Directions:
Return exactly the lines from the start of the records below through the line containing "position:absolute; left:24px; bottom:20px;", both ends included, and leave out the pictures.

[Saved entries]
== == ==

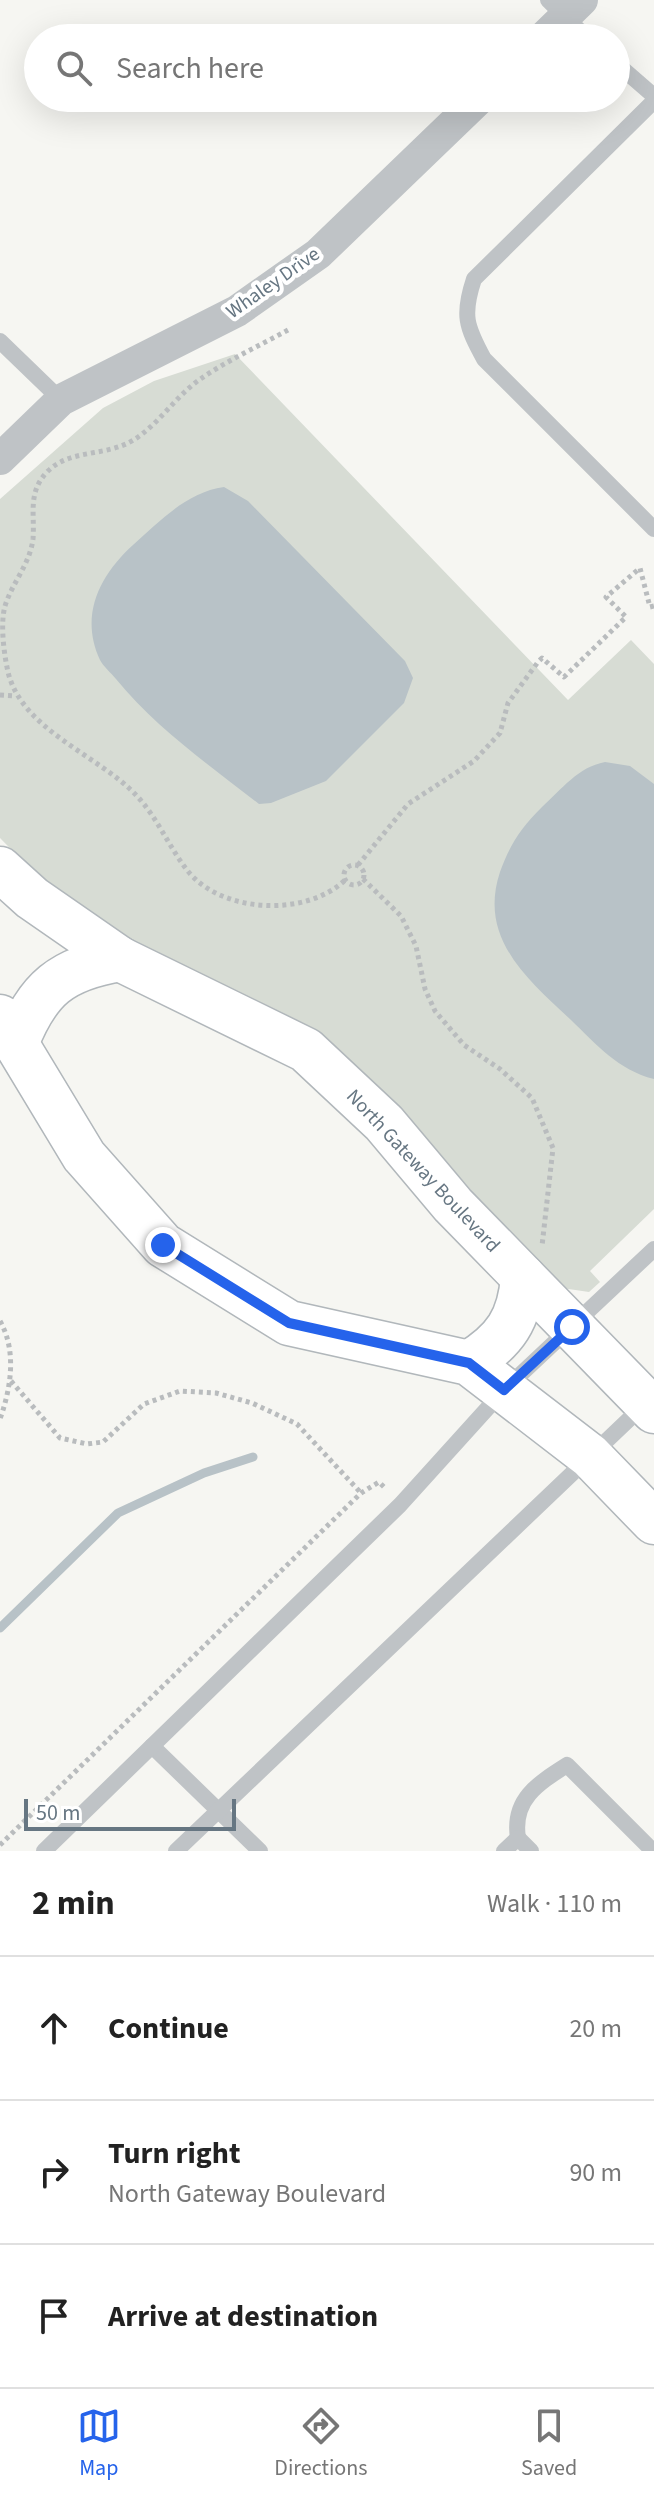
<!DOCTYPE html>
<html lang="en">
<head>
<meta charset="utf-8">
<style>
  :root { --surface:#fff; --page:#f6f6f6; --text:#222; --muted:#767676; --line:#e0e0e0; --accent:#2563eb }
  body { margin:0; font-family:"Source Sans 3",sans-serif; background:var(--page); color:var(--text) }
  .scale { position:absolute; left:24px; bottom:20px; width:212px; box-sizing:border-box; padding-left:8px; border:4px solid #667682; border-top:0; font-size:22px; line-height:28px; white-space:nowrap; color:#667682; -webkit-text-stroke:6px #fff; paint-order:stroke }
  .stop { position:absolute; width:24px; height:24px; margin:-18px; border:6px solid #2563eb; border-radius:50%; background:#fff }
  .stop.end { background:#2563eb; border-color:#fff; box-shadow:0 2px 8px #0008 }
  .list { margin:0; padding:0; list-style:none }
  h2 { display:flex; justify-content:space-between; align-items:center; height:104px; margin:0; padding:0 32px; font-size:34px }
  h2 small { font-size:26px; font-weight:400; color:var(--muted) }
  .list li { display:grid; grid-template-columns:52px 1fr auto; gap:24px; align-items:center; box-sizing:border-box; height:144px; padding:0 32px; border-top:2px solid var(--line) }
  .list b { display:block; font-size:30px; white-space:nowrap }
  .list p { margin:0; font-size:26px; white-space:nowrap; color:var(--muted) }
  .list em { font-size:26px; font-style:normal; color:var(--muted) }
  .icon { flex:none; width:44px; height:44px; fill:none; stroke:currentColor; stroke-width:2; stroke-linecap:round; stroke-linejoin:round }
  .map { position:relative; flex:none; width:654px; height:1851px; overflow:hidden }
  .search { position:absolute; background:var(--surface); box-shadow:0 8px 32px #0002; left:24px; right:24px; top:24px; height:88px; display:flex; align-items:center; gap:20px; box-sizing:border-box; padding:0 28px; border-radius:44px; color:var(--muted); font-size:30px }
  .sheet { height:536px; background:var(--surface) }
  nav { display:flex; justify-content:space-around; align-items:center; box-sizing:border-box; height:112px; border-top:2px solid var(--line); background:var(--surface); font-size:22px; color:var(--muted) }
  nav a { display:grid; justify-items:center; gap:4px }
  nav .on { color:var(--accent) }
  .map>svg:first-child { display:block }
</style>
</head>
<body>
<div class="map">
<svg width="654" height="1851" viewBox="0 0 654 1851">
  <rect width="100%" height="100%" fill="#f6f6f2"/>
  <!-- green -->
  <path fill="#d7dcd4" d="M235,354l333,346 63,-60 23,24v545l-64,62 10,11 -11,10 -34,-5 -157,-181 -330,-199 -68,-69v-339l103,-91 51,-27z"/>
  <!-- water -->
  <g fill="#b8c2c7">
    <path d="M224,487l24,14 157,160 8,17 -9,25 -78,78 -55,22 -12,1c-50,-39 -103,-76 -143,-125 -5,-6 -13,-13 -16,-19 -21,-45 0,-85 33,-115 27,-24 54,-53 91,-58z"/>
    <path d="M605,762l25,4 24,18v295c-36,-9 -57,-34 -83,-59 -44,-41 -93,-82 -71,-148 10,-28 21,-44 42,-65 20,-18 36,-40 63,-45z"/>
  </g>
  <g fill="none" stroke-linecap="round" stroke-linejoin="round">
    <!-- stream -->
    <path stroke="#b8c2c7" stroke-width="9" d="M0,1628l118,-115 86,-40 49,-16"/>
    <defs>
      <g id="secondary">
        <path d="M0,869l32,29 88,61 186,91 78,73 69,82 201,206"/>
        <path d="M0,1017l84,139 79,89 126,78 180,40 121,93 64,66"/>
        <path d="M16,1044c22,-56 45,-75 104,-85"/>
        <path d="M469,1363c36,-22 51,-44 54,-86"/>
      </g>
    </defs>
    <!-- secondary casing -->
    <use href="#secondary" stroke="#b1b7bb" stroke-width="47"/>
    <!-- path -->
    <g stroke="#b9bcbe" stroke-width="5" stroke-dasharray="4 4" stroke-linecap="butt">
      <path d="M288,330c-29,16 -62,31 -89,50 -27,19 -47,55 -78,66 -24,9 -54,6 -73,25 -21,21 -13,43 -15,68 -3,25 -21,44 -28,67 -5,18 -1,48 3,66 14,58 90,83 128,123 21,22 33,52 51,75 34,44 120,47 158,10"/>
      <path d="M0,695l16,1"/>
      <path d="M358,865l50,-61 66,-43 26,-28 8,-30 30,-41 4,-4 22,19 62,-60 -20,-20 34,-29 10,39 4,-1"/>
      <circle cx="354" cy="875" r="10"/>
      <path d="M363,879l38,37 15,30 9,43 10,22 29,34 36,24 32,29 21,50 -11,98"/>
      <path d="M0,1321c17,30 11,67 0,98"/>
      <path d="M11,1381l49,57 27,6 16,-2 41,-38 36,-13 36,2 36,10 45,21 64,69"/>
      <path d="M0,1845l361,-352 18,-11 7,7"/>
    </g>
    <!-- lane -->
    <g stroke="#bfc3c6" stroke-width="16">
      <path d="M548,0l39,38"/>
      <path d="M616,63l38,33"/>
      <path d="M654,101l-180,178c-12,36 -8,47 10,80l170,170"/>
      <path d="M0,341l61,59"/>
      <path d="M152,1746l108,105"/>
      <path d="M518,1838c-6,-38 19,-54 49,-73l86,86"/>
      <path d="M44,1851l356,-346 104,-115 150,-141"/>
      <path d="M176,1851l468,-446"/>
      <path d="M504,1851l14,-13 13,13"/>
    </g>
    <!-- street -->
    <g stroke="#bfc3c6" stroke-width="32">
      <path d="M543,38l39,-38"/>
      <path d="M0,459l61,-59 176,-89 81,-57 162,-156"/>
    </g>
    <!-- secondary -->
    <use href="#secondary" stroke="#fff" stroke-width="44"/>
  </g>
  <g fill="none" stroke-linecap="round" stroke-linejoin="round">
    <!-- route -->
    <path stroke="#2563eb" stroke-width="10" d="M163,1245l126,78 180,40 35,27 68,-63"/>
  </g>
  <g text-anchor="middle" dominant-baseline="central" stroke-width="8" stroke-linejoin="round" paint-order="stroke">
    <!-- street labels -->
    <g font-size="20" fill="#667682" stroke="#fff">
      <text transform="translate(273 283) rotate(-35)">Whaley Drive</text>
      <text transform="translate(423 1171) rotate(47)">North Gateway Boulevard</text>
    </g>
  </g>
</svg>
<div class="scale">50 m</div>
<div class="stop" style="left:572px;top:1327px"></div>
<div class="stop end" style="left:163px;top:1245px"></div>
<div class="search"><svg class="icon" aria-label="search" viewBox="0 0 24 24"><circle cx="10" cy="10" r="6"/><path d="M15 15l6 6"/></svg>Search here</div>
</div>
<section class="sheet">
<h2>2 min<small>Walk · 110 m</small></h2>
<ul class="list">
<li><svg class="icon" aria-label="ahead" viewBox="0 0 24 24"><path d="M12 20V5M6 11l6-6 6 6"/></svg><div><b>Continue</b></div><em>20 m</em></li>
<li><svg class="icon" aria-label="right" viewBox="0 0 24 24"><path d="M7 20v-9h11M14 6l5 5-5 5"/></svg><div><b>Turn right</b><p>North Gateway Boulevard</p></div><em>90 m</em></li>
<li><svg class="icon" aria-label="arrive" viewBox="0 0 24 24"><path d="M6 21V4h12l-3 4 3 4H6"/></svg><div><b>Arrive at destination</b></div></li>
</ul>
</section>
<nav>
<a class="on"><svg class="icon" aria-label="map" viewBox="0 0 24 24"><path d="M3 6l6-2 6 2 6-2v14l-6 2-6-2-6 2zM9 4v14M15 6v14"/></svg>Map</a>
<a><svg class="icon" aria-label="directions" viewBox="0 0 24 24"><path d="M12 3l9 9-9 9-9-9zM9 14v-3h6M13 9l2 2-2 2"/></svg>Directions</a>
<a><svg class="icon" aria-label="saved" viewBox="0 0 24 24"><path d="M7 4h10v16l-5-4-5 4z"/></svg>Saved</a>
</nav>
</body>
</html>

== == ==

Result:
<!DOCTYPE html>
<html lang="en">
<head>
<meta charset="utf-8">
<style>
  :root { --surface:#fff; --page:#f6f6f6; --text:#222; --muted:#767676; --line:#e0e0e0; --accent:#2563eb }
  body { margin:0; font-family:"Source Sans 3",sans-serif; background:var(--page); color:var(--text) }
  .scale { position:absolute; left:24px; bottom:20px; width:212px; box-sizing:border-box; padding-left:8px; border:4px solid #667682; border-top:0; font-size:22px; line-height:28px; white-space:nowrap; color:#667682; -webkit-text-stroke:6px #fff; paint-order:stroke }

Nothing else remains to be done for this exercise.